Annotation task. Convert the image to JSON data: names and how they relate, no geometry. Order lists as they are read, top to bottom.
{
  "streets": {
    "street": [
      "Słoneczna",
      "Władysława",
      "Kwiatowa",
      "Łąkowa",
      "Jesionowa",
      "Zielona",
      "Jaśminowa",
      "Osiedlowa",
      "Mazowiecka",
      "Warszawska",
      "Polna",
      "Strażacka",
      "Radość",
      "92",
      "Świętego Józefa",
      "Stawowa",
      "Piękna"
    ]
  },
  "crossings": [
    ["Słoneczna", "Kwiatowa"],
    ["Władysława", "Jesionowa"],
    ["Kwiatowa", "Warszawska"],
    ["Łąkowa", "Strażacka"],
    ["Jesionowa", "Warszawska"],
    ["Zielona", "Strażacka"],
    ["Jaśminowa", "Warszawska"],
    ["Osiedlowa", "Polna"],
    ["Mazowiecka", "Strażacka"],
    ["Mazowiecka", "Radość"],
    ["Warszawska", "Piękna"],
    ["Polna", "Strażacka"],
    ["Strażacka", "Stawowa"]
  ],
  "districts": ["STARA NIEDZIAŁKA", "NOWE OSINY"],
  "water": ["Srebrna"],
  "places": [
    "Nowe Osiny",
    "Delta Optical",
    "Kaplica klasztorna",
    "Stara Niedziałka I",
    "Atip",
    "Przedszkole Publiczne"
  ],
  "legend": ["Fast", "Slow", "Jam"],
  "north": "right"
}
________________________________________
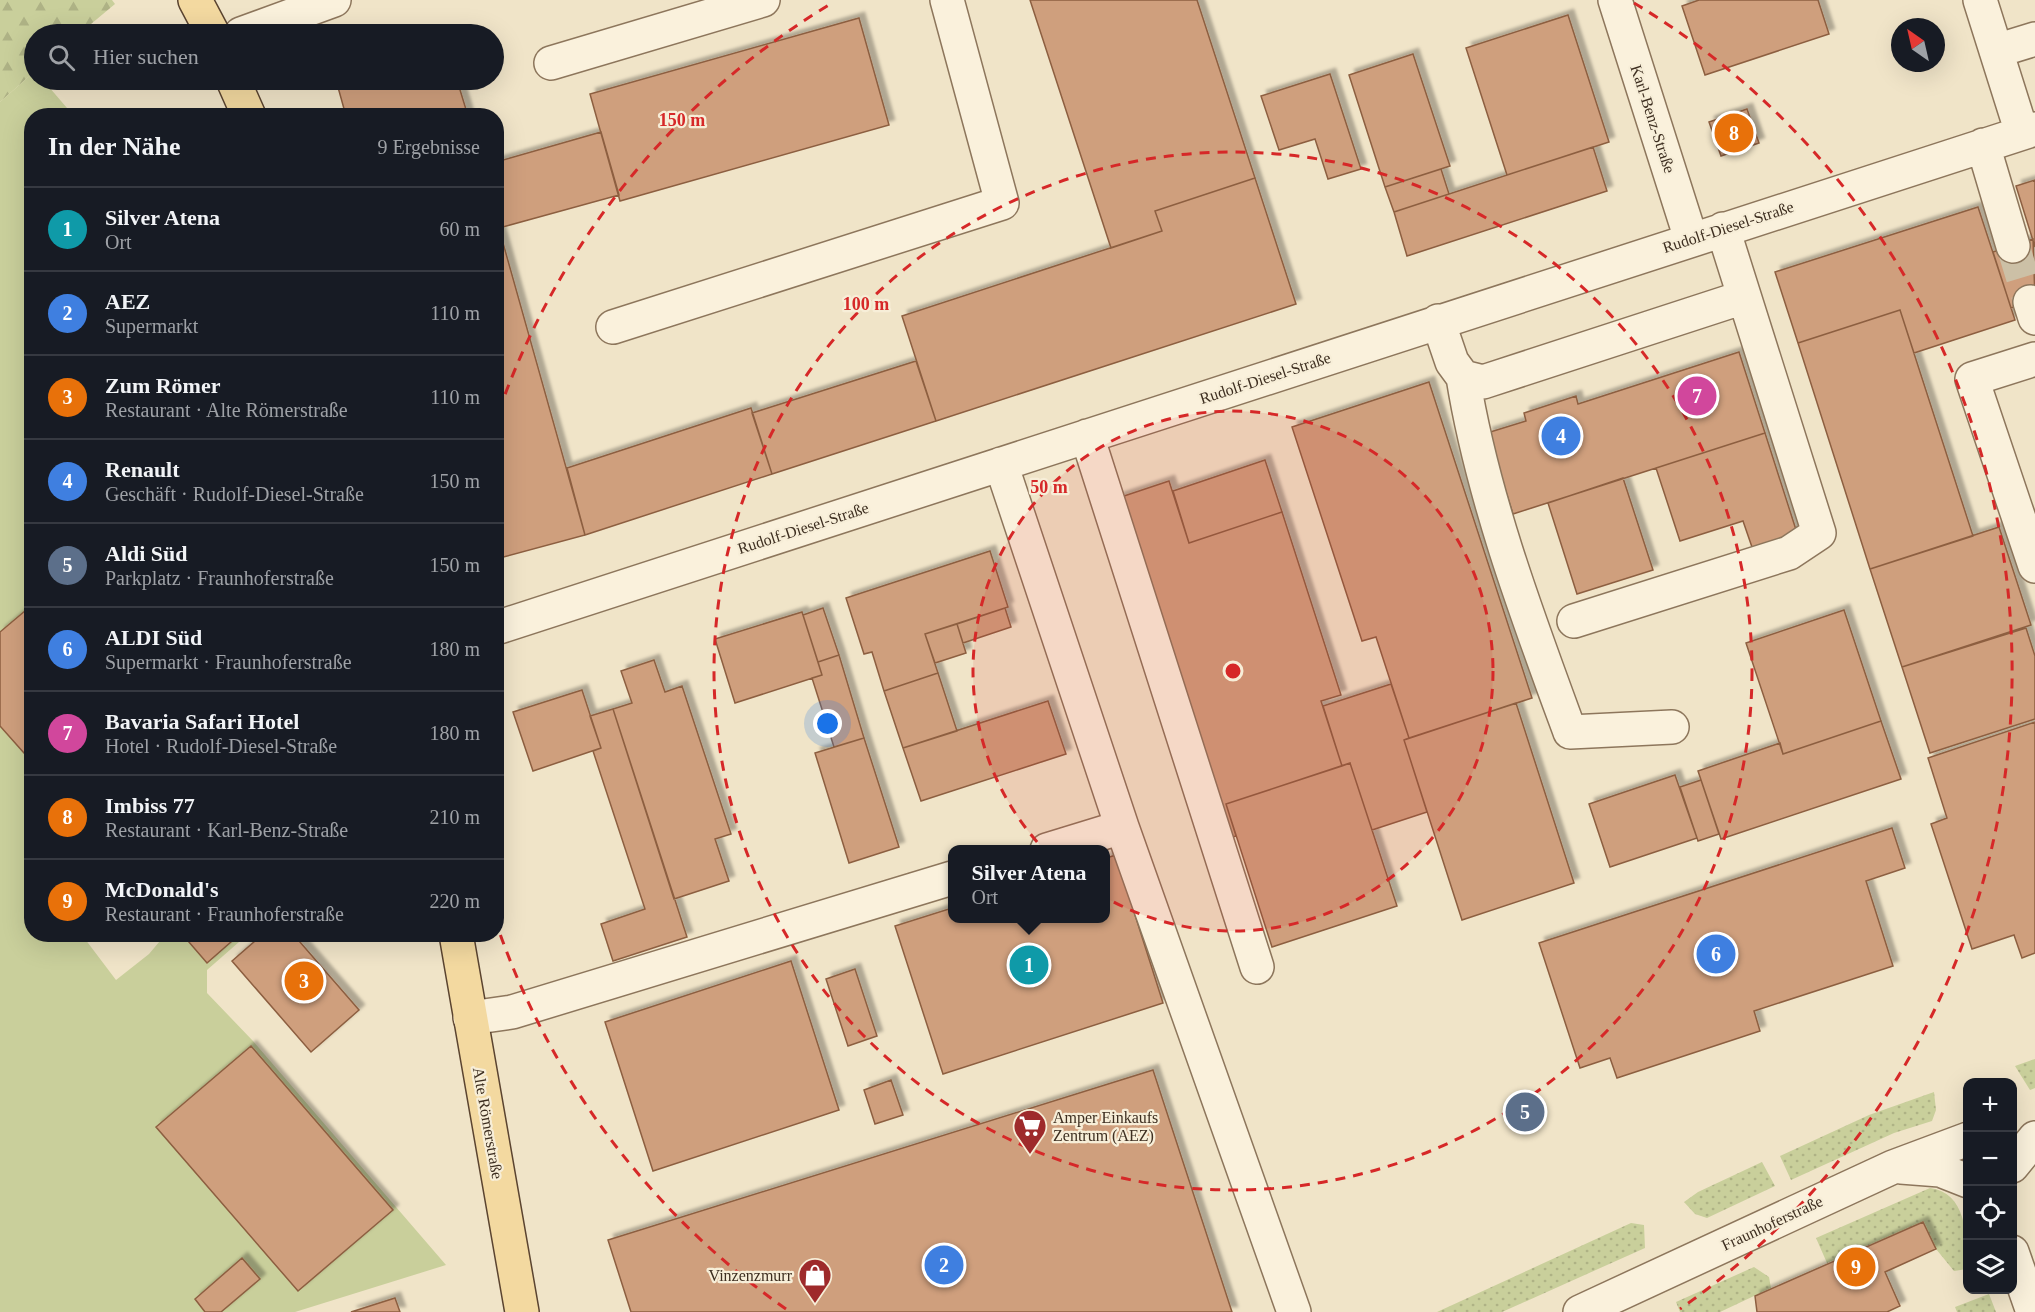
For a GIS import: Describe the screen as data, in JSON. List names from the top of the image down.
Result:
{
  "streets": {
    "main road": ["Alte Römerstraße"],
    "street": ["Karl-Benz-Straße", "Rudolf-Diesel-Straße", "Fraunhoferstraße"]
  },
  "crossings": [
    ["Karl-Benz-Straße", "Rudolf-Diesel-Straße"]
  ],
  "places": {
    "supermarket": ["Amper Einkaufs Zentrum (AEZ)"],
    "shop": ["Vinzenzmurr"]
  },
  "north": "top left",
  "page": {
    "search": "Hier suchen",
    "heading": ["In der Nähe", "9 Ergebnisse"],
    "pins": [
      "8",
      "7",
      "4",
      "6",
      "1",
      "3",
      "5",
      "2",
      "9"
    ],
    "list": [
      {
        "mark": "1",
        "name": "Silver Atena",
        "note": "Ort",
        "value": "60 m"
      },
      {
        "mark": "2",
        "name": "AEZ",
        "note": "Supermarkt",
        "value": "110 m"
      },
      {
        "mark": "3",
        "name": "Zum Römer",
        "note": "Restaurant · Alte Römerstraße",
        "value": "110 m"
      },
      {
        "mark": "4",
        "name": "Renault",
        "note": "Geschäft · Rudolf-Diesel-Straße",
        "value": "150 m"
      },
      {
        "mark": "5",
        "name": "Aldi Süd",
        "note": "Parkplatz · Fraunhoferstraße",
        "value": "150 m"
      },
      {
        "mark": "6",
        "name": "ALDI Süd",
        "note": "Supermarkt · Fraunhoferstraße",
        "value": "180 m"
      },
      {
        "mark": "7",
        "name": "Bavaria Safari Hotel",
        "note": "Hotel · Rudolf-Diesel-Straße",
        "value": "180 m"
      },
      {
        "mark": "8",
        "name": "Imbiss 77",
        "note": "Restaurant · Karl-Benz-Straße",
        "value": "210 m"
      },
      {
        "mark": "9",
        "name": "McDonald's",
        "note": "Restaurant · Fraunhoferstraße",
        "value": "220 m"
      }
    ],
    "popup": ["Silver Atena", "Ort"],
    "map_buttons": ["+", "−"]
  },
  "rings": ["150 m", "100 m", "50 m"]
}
________________________________________
_TASK TO CARRY OUT:_
The string "Kwiatowa" appears on how many lines of the records? State the number alone.

_TASK SOLUTION:_
3